6. Lithuanian AIDS center

LAC wurde 1989 auf Bestimmung des Gesundheitsministers gegründet und als externe Institution, außerhalb der existierenden gesundheitlichen Institutionen etabliert. LACs Auftrag – HIV/AIDS-Prävention und Kontrolle in Litauen, mit dem Ziel die Mortalität im Zusammenhang mit HIV/AIDS zu reduzieren. Das Zentrum ist somit für Risikogruppen und Menschen, die mit HIV/AIDS leben, zuständig.
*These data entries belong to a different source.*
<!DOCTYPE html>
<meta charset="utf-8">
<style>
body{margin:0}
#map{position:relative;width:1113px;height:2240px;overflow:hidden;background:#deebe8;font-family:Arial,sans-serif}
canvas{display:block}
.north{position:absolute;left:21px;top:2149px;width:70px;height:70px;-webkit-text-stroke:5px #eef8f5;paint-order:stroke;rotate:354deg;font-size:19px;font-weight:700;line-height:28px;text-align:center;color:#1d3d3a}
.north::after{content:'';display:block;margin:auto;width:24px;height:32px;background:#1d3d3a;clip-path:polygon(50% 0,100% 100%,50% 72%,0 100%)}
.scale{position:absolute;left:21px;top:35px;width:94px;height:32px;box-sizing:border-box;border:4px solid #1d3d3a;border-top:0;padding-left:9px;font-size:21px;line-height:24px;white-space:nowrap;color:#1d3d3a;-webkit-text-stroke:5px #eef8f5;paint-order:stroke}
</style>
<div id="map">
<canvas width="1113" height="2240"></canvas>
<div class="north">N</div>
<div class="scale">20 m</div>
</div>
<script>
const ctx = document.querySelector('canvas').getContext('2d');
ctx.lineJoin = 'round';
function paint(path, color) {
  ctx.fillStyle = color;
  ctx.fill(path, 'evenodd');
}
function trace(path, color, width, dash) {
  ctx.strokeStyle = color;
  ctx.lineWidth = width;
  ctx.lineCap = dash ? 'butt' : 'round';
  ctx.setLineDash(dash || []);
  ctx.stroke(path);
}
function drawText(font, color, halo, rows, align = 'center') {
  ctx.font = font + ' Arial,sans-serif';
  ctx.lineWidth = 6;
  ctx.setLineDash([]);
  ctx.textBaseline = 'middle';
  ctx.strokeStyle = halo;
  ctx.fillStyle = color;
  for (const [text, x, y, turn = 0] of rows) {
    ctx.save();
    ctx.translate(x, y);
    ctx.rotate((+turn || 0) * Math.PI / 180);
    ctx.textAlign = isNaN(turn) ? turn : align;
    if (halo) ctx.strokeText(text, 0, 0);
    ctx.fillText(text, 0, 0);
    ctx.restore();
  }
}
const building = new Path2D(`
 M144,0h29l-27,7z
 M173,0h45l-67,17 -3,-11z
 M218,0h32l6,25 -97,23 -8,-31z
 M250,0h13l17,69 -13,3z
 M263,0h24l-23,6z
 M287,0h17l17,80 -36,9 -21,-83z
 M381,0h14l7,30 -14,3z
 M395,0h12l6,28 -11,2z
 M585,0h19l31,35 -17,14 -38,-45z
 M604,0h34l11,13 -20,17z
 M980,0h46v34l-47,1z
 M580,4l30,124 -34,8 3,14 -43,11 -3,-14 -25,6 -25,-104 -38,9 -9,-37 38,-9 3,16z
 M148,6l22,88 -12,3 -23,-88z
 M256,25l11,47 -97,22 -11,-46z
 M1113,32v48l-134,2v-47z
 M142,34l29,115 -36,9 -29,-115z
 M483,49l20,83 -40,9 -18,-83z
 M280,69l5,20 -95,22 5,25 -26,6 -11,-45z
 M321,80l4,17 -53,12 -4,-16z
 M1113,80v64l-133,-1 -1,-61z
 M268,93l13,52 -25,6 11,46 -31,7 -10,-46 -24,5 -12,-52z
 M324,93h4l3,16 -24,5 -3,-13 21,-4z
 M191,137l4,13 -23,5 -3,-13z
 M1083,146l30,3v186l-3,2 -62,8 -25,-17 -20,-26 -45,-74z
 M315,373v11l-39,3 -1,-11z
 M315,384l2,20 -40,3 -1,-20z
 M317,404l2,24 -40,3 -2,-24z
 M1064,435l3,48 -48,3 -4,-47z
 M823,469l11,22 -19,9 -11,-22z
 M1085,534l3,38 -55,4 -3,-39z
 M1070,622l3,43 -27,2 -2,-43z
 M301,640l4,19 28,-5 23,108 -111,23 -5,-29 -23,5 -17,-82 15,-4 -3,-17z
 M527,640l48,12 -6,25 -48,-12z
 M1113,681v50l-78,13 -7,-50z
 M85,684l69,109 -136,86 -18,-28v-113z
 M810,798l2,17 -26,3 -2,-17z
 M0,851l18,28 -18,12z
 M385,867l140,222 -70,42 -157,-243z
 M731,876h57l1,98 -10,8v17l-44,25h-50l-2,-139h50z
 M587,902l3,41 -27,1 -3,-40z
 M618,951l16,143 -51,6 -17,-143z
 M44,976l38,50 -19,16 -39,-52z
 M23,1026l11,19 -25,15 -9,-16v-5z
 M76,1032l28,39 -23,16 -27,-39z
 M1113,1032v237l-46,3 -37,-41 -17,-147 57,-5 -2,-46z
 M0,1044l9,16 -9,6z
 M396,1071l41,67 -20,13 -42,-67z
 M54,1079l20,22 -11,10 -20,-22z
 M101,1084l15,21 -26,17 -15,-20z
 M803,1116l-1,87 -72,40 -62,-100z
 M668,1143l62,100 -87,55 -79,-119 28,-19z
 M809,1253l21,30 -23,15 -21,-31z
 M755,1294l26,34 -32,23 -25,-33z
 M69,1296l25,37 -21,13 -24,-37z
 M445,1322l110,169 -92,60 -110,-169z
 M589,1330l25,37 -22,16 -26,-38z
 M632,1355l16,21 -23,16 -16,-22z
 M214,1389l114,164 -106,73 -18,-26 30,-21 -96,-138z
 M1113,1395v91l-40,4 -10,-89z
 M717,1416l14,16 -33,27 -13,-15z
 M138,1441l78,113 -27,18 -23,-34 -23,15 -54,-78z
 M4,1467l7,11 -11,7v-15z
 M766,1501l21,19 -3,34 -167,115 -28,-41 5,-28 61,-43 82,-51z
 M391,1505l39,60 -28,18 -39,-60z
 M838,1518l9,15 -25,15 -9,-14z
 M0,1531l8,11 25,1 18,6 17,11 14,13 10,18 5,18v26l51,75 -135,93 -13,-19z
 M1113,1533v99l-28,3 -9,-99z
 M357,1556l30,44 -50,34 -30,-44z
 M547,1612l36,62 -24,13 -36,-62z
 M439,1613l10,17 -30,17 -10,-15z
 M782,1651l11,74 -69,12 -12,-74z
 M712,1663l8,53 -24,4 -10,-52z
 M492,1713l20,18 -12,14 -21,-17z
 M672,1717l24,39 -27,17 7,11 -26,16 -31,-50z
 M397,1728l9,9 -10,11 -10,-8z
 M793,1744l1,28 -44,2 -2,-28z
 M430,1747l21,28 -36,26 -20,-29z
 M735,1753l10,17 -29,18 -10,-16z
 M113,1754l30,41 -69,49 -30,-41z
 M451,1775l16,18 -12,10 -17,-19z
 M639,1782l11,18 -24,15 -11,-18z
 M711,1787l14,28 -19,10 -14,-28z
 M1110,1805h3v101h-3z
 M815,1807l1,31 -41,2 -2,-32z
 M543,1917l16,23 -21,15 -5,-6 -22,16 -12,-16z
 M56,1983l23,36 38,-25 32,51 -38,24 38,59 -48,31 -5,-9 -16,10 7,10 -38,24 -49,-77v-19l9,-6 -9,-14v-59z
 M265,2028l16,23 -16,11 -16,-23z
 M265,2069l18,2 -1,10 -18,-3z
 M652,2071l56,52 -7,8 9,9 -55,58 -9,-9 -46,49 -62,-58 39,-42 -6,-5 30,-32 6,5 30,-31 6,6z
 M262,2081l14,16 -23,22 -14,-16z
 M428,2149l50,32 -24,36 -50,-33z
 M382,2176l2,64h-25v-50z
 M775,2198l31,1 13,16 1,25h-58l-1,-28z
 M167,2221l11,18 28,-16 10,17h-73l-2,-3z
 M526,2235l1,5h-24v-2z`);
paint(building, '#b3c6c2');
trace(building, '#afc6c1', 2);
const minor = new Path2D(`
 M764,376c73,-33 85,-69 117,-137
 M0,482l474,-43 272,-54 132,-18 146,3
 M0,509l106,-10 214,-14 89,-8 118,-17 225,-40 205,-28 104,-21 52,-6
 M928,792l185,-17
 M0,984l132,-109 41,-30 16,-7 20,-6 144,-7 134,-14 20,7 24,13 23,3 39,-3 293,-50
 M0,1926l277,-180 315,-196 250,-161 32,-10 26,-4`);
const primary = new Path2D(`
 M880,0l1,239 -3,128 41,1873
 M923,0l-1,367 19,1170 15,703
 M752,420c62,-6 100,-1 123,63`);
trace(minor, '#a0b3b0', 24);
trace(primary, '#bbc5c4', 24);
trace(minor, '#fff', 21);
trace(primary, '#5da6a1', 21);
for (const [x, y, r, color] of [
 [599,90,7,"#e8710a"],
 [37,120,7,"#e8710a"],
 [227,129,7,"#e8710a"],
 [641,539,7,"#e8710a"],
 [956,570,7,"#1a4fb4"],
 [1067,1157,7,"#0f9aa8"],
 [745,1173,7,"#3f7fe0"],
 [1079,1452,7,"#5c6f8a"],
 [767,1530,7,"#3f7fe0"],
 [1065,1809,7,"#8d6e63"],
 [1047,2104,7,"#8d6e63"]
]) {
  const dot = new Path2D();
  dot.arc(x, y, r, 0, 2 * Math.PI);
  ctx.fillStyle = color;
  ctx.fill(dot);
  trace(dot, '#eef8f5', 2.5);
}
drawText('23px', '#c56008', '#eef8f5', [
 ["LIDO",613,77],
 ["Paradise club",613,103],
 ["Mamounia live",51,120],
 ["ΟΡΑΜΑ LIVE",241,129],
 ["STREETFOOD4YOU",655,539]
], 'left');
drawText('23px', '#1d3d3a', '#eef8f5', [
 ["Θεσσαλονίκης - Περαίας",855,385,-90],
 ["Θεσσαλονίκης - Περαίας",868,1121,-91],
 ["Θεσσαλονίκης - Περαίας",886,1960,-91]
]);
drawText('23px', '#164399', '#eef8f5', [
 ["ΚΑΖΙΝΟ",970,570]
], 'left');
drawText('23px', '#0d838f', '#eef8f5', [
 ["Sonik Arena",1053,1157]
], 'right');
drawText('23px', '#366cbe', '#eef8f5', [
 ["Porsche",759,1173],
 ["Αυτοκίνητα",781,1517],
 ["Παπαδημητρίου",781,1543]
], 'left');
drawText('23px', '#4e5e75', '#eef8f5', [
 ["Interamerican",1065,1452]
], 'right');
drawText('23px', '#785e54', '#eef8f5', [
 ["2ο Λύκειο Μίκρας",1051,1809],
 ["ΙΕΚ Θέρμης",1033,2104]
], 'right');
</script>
Das AIDS-Zentrum beinhaltet folgende Abteilungen: ein Labor, eine Ambulanz (mit einer anonymen HIV-Testberatungsstelle, einer gesundheitlichen Abteilung für Frauen, einen Harm Reduction Raum, eine Jugendberatungsstelle, eine gesundheitliche Abteilung für Zielgruppen, eine Beratungsstelle, eine öffentliche Aufklärungsstelle, eine Abteilung für internationale Projekte, eine Abteilung für Abhängigkeitserkrankungen (inkl. einer Tageseinrichtung für Mädchen, die einem HIV-Risiko ausgesetzt sind). Die Arbeitsbereiche des Zentrums sind: Behandlung und Betreuung von HIV-infizierten Personen, Aufklärungsarbeit, Laboruntersuchung usw., anonyme HIV-Tests und Beratung, Epidemiologieüberwachung und Datenevaluierung, soziale Rehabilitation von Drogenbenutzern, Rechtsberatung usw. www.aids.lt

 

7. Regional Institute of Public Health based in Ústí nad Labem

Das Regional Institute of Public Health ist eine gesundheitliche Einrichtung für präventive Disziplinen: Hygiene, Epidemiologie, Mikrobiologie, Immunologie und Medizin. Alle Aktivitäten haben die nordböhmische Bevölkerung im Fokus, jedoch bestehen auch nationale und internationale Kooperationen. RIHP konzentriert sich im Bereich der Gesundheitsförderung und Krankheitsprävention auf die dringendsten Probleme. z.B.: HIV/AIDS und andere sexuell übertragbare Infektionen, einen gesunden Lebensstil (Prävention vor Fettleibigkeit, Nikotin- und Drogengebrauch). Wir haben Beratungsstellen für HIV/AIDS-Risikogruppen in Nordböhmen. Diese Beratungsstellen befinden sich in fünf Städten in der Region. Unsere Mitarbeiter, Ärzte, Psychologen und Krankenschwestern gestalten das Beratungsangebot für HIV/AIDS-Risikogruppen. Ein weiterer Arbeitsbereich ist die Primärprävention von HIV/AIDS. Diese Arbeit zielt auf die Aufklärung von jungen Menschen, Studenten, Schülern und anderen Risikogruppen.

www.zuusti.cz

 

8. Network Persone Sieropositive Italia

NPS ist eine Einrichtung die sich ständig im Wandel befindet und dessen Team unabhängig arbeitet. Die Einrichtung ist offen gegenüber anderen Patienteneinrichtungen, die sich mit chronischen Krankheiten befassen und das gemeinsame Interesse des Rechts auf Gesundheit und Lebensqualität, die Zusammenarbeit zwischen öffentlichen Einrichtungen und Pharmakonzernen, teilen. Die Ziele von NPS sind:

- Information über Therapien und deren Nebenwirkungen zur Verfügung zu stellen.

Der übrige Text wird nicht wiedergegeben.